Explicit seed_structure and seed_data: seed each stream independently. This is the recommended form for benchmarks because it lets you decouple structure from data — for example, hold seed_structure fixed and vary seed_data to measure how a CI test behaves on different finite samples from the same DGP.

The minimal custom-DAG example below uses the single-seed form; the random-DAG example uses the explicit pair.

Minimal custom DAG¶

{
  "simulation_params": {
    "n_samples": 200,
    "seed": 42
  },
  "graph_params": {
    "type": "custom",
    "nodes": ["X", "Y", "Z1"],
    "edges": [["X", "Z1"], ["Y", "Z1"]]
  }
}

Random DAG¶

{
  "simulation_params": {
    "n_samples": 300,
    "seed_structure": 123,
    "seed_data": 124
  },
  "graph_params": {
    "type": "random",
    "n_nodes": 6,
    "edge_prob": 0.35
  }
}

When type = "random" and node types are not pinned in node_params, the simulator samples a type per node using binary_proportion (default 0.4) and categorical_proportion (default 0.0); the remainder become continuous.
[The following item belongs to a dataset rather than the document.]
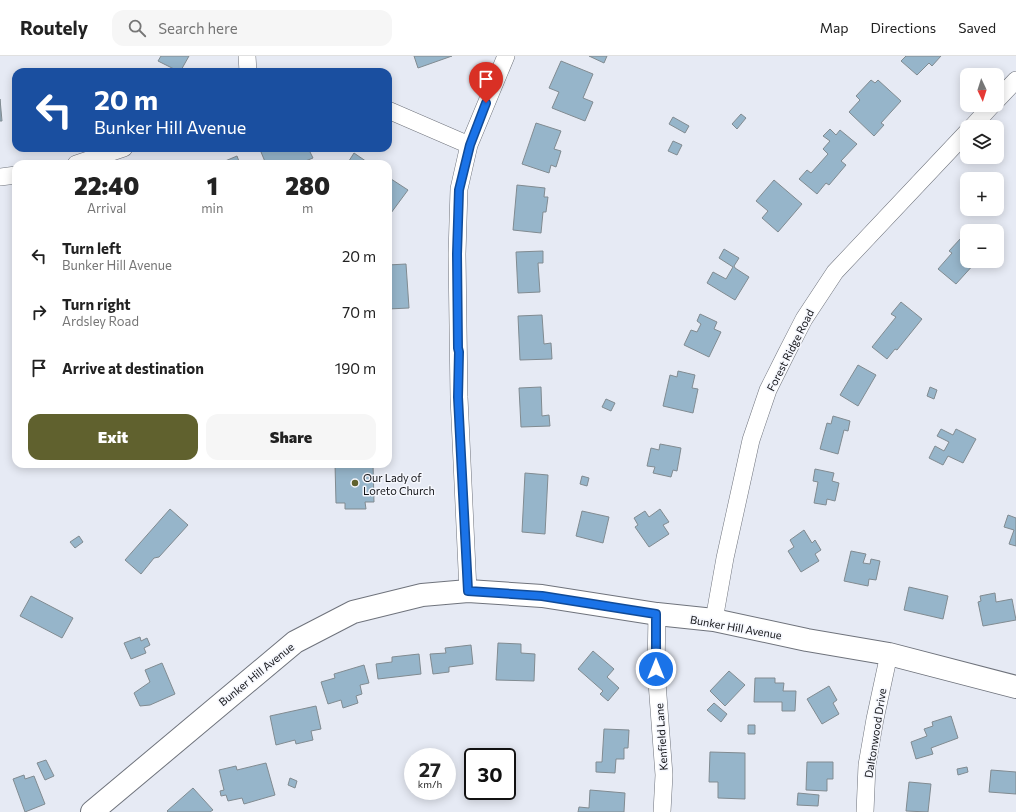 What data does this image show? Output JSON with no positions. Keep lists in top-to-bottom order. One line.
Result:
{"streets":{"main road":["Bunker Hill Avenue"],"street":["Forest Ridge Road","Daltonwood Drive","Kenfield Lane"]},"crossings":[["Forest Ridge Road","Bunker Hill Avenue"],["Bunker Hill Avenue","Daltonwood Drive"],["Bunker Hill Avenue","Kenfield Lane"]],"places":["Our Lady of Loreto Church"],"north":"bottom","page":{"header":"Routely","search":"Search here","nav":["Map","Directions","Saved"],"map_buttons":["+","−"],"turn":["20 m","Bunker Hill Avenue"],"eta":["22:40","Arrival","1","min","280","m"],"list":[{"name":"Turn left","note":"Bunker Hill Avenue","value":"20 m"},{"name":"Turn right","note":"Ardsley Road","value":"70 m"},{"name":"Arrive at destination","value":"190 m"}],"buttons":["Exit","Share"],"speed":"27 km/h","limit":"30"}}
Override either to control the type mix:

{
  "simulation_params": {
    "n_samples": 300,
    "seed_structure": 123,
    "seed_data": 124,
    "binary_proportion": 0.2,
    "categorical_proportion": 0.3
  },
  "graph_params": { "type": "random", "n_nodes": 6, "edge_prob": 0.35 }
}

Random weights with near-zero exclusion (signal-strength control)¶

{
  "simulation_params": {
    "n_samples": 500,
    "seed_structure": 201,
    "seed_data": 202,
    "random_weight_low": -1.5,
    "random_weight_high": 1.5,
    "random_weight_min_abs": 0.1
  },
  "graph_params": {
    "type": "custom",
    "nodes": ["X1", "X2", "X3", "Y"],
    "edges": [["X1", "Y"], ["X2", "Y"], ["X3", "Y"]]
  },
  "node_params": {
    "X1": { "type": "continuous", "distribution": { "name": "gaussian", "mean": 0, "std": 1 } },
    "X2": { "type": "continuous", "distribution": { "name": "gaussian", "mean": 0, "std": 1 } },
    "X3": { "type": "continuous", "distribution": { "name": "gaussian", "mean": 0, "std": 1 } },
    "Y": {
      "type": "continuous",
      "functional_form": { "name": "linear" },
      "noise_model": { "name": "additive", "dist": "gaussian", "std": 0.2 }
    }
  }
}

In this setup, omitted linear weights are sampled from [-1.5, -0.1] U [0.1, 1.5], guaranteeing every edge contributes a minimum amount of signal rather than being effectively muted by a near-zero draw.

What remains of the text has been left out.